What you are asked to do
Among the entries below, please show each line that carries the word "Order".

Exercise inputs
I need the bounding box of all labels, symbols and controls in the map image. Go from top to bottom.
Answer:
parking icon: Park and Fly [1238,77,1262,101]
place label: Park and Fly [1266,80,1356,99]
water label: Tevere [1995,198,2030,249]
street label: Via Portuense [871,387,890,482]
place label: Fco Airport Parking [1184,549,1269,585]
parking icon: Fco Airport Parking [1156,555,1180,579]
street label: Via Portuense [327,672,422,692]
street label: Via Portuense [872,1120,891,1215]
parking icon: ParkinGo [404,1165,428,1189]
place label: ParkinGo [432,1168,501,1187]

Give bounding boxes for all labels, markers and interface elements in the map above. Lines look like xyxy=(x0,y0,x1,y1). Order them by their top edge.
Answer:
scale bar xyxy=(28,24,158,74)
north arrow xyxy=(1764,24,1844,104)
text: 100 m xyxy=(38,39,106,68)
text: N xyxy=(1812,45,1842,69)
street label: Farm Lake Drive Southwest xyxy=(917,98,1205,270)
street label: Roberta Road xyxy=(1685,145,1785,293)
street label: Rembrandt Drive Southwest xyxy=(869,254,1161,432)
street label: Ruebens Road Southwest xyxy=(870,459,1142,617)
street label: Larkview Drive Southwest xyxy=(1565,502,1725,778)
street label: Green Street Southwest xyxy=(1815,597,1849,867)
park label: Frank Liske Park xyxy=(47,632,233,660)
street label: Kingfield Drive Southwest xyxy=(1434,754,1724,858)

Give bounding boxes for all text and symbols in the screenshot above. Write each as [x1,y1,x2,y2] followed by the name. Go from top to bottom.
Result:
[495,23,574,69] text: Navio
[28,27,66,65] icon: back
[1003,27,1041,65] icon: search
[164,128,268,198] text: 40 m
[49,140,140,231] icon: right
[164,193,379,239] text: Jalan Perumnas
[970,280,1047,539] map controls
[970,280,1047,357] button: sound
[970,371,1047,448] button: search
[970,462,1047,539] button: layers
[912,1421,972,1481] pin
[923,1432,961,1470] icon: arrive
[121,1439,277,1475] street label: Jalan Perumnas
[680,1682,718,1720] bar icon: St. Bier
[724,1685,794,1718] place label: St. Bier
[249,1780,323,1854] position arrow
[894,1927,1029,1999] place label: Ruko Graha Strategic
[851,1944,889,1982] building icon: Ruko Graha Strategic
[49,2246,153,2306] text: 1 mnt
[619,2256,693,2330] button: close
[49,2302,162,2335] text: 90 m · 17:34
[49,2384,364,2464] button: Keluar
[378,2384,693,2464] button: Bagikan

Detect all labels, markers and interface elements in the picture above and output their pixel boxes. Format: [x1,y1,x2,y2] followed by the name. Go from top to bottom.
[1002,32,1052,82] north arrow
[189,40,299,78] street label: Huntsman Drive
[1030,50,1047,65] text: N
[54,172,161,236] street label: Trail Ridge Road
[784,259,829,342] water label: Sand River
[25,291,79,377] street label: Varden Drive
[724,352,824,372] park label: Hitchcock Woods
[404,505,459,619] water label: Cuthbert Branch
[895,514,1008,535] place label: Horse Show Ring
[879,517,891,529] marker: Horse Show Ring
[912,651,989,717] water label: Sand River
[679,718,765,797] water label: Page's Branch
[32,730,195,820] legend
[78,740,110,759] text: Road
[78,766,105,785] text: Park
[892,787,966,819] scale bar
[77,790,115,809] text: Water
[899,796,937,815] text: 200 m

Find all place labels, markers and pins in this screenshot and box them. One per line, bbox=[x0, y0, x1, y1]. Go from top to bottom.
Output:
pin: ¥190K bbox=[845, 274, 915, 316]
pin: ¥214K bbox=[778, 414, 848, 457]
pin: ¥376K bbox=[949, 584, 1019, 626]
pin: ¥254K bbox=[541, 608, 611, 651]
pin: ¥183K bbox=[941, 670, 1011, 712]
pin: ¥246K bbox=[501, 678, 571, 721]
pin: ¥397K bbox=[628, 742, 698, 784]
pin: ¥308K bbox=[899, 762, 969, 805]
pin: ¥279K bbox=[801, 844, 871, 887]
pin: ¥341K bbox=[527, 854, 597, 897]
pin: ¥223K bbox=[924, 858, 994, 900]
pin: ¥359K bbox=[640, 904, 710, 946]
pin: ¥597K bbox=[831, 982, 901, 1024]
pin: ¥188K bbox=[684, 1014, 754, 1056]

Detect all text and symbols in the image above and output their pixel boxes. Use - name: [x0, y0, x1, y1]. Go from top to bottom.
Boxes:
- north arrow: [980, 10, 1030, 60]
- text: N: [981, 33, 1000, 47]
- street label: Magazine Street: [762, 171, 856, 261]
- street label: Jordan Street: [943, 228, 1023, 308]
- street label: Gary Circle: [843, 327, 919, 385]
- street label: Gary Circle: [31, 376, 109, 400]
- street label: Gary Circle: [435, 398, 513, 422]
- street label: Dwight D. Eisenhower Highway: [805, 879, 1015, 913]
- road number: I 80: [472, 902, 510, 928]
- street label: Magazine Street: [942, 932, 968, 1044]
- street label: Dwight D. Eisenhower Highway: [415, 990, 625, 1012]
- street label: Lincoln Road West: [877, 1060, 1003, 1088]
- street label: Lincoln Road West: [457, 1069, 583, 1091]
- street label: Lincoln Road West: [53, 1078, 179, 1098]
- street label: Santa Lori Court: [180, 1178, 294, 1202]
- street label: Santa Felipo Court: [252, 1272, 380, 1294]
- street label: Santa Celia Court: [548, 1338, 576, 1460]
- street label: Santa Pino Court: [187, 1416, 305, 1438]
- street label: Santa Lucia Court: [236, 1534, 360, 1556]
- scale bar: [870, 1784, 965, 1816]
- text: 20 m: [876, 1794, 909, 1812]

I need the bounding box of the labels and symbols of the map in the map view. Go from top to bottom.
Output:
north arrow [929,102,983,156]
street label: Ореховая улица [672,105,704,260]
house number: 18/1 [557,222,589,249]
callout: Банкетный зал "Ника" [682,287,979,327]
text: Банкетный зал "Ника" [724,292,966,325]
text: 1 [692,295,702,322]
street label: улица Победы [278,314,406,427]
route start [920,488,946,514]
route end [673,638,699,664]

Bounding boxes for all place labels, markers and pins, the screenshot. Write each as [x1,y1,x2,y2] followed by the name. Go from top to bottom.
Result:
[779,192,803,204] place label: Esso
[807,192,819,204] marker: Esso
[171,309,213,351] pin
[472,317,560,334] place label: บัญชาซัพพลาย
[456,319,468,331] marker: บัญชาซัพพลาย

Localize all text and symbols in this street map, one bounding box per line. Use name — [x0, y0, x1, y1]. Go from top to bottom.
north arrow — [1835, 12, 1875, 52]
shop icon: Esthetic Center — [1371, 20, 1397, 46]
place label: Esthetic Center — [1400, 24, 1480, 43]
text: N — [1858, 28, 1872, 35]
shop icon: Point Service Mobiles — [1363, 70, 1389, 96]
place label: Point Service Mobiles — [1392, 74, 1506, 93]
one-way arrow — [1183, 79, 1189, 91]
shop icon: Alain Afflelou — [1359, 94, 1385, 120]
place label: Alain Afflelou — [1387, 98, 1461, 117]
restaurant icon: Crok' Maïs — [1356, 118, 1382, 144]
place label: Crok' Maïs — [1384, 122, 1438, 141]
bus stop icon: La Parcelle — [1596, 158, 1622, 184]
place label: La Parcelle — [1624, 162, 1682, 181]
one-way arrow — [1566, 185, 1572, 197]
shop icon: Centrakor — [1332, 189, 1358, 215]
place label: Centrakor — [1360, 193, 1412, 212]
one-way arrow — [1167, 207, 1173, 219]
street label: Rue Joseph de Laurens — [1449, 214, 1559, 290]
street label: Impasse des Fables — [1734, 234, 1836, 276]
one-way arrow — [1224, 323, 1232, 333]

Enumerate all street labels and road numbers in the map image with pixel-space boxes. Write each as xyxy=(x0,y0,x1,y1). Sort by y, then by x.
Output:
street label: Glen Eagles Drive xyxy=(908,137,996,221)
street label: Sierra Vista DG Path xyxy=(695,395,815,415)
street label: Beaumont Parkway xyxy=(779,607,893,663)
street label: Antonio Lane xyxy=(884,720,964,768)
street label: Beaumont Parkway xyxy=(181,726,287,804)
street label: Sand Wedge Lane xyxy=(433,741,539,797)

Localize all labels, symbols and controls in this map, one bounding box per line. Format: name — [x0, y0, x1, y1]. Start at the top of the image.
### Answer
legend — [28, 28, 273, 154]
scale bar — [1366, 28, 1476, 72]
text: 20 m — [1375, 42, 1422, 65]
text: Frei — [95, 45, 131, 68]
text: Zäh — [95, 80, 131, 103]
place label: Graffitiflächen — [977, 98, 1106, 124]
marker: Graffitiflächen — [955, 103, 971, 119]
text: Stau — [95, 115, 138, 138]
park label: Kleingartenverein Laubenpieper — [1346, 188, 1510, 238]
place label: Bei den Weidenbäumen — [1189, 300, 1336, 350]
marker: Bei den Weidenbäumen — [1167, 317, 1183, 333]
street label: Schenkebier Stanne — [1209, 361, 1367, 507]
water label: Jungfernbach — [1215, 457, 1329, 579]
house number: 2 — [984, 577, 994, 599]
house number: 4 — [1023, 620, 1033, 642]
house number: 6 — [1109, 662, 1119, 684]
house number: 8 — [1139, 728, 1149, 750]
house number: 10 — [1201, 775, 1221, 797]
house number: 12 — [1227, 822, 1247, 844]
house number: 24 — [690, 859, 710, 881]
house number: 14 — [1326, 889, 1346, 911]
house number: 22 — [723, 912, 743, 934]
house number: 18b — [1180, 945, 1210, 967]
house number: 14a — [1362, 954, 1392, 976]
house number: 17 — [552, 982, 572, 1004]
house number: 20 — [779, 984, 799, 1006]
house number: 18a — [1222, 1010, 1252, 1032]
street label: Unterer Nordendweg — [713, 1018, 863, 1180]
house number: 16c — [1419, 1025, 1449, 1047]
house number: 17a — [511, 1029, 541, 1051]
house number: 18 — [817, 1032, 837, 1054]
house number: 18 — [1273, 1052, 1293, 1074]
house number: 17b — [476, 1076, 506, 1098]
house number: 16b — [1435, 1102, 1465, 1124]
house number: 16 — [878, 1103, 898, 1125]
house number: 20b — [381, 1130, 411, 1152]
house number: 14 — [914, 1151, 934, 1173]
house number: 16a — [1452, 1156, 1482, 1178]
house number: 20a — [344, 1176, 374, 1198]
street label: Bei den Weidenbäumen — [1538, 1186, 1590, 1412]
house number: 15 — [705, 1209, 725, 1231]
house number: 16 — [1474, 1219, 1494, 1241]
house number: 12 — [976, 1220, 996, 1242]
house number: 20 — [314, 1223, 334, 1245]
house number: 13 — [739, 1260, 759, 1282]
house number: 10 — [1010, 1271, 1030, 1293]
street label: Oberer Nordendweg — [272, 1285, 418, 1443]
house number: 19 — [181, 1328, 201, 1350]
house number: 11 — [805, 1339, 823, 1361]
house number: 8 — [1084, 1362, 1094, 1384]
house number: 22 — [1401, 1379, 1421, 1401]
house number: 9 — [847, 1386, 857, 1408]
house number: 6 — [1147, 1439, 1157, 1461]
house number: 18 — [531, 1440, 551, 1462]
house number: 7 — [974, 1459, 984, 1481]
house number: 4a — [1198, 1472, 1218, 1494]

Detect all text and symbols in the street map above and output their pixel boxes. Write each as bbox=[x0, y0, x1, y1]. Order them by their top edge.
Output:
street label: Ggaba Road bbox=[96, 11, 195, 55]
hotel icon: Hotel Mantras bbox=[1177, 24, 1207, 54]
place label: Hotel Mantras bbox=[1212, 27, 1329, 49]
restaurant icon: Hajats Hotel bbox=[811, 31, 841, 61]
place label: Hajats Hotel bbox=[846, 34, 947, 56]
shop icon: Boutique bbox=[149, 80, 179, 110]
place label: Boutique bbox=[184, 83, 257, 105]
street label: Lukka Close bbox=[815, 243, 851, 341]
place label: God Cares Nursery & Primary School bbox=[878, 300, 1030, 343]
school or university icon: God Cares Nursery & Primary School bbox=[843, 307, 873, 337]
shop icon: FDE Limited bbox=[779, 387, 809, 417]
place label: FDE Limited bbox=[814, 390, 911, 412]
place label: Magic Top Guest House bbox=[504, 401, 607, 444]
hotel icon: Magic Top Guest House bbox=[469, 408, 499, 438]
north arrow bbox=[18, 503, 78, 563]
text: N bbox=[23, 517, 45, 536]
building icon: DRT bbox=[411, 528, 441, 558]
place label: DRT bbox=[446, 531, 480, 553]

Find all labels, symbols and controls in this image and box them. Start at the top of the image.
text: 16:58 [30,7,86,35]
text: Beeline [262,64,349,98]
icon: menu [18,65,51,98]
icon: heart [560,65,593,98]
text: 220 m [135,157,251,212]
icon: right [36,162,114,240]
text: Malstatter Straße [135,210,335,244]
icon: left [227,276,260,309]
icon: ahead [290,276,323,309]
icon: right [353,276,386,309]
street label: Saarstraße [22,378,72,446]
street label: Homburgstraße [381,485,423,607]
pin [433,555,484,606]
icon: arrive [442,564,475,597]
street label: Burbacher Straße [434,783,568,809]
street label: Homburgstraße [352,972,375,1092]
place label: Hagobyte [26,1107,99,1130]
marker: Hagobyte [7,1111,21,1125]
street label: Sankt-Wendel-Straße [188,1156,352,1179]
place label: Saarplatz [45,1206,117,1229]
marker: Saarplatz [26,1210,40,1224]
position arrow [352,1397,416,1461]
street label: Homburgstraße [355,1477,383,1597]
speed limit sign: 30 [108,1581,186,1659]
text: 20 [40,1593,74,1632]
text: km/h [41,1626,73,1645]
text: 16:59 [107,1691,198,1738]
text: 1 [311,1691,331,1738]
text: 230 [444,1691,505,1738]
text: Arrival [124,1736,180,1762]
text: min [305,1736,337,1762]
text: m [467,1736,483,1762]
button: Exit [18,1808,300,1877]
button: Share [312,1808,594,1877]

Answer
Give bounding boxes for all labels, markers and interface elements in the map above. Lines look like xyxy=(x0,y0,x1,y1). Order them by their top edge.
Detect all text and symbols in the street map above and output their pixel boxes. Write each as bbox=[x0, y0, x1, y1]. Order them by their top edge.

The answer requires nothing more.